The epigenetic mechanisms mediated by ADK in various pathological conditions are shown. (i) In brain injury, chronic increase in ADK was associated with increased transmethylation leading to DNA hypermethylation and neurogenesis. The links between methylation changes and cognitive decline need to be investigated. (ii) In experimental epilepsy models, a trigger such as kainic acid induces ectopic overexpression of ADK-L and DNA hypermethylation of a network of genes including PolD1, Polr1e, Rps6kl1, Snrpn, Znf524, Znf541, Znf710. ADK inhibition by 5-ITU and ketogenic diet (KD) was able to restore DNA methylation and prevent onset of seizures. (iii) In preclinical cancer models, studies using transgenic mice with ADK deficiency reveals ADK expression changes in tumors may be associated with methylation of mitogenesis and tumorigenesis genes resulting in increased susceptibility to carcinogen responses and associated mortality. (iv) In β-islet cells in the pancreas, ADK inhibition via genetic or pharmacological tools promoted β-cell proliferation and insulin secretion via MTOR activation.

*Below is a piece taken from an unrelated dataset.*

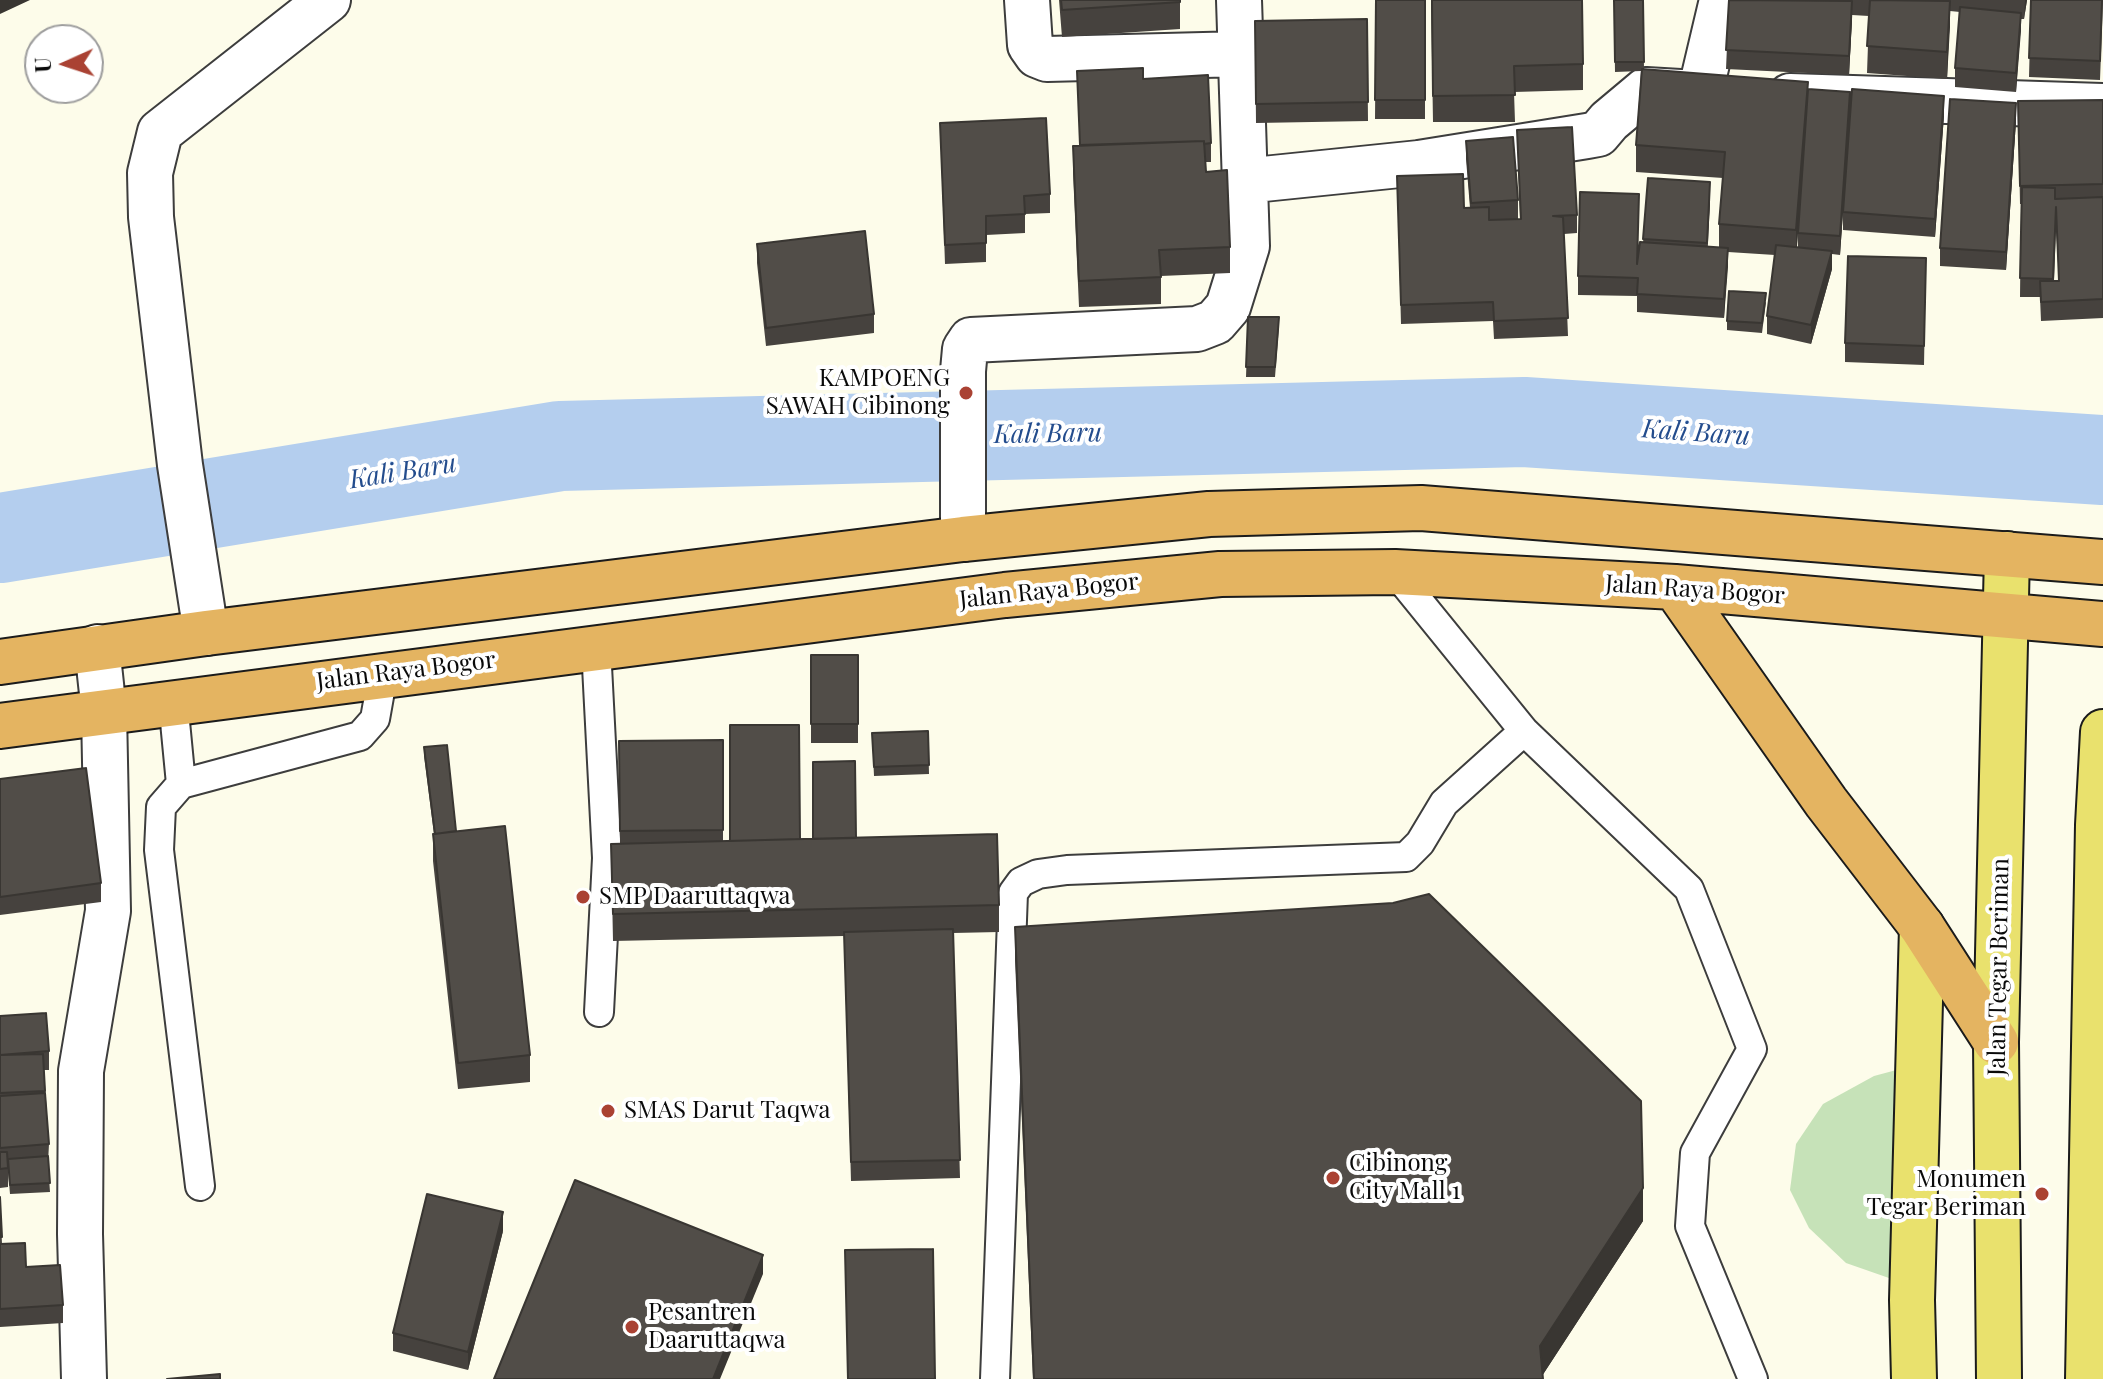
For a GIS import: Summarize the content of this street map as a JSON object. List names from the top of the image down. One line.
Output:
{"streets":{"highway":["Jalan Raya Bogor"],"main road":["Jalan Tegar Beriman"]},"crossings":[["Jalan Raya Bogor","Jalan Tegar Beriman"]],"water":["Kali Baru"],"places":["KAMPOENG SAWAH Cibinong","SMP Daaruttaqwa","SMAS Darut Taqwa","Cibinong City Mall 1","Monumen Tegar Beriman","Pesantren Daaruttaqwa"],"north":"left"}
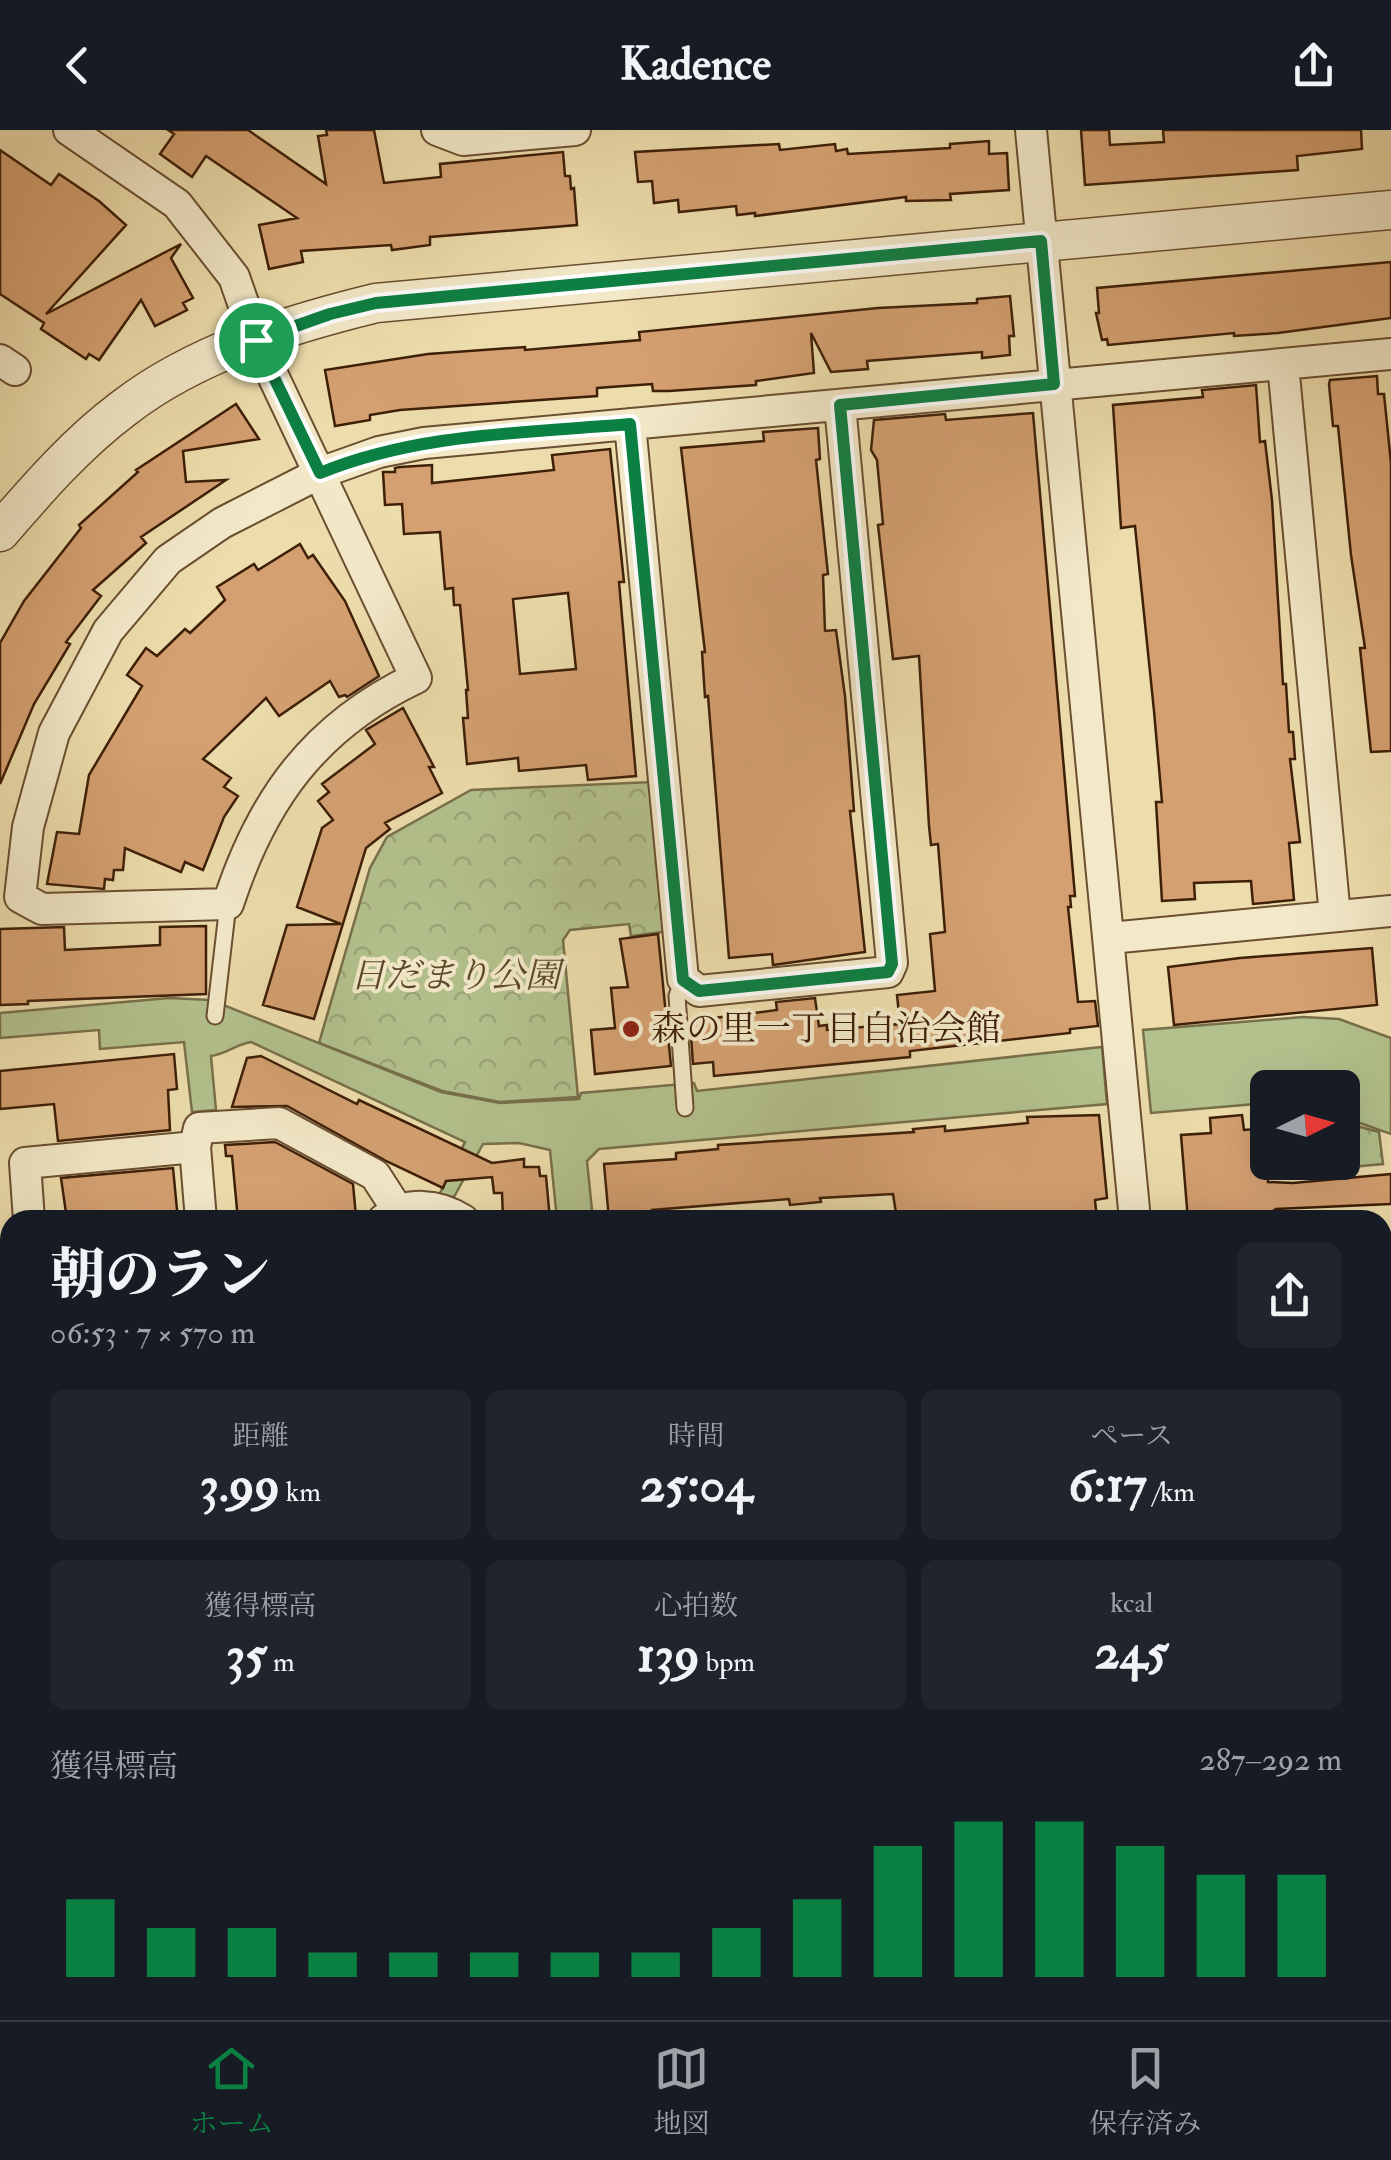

Figure 4.. ADK mediated epigenetic mechanisms in vascular diseases.

Schematic shows ADK plays an important role as an epigenetic regulator in various vascular pathologies. (i) Hypoxia induces ADK downregulation in endothelial cells, leading to hypomethylation of vascular endothelial growth factor receptor 2 (VEGFR2) and thereby promotes angiogenesis. (ii) In myeloid cells, increase in ADK expression and associated DNA methylation represses the ABCG1 gene, a key regulator of cholesterol trafficking, resulting in the formation of foam cells and atherosclerotic lesions. (iii) In endothelial cells, inflammation (TNF-α)-induced upregulation of ADK promotes histone methylation H3K4 resulting in increased expression of adhesion molecules ICAM-1 and VCAM-1. (iv) In vascular smooth muscle cells (VSMC), ADK expression was associated with DNA hypermethylation and therefore suppression of the KLF4 gene expression, an anti-proliferation gene, resulting in increased VSMC proliferation and neointima formation.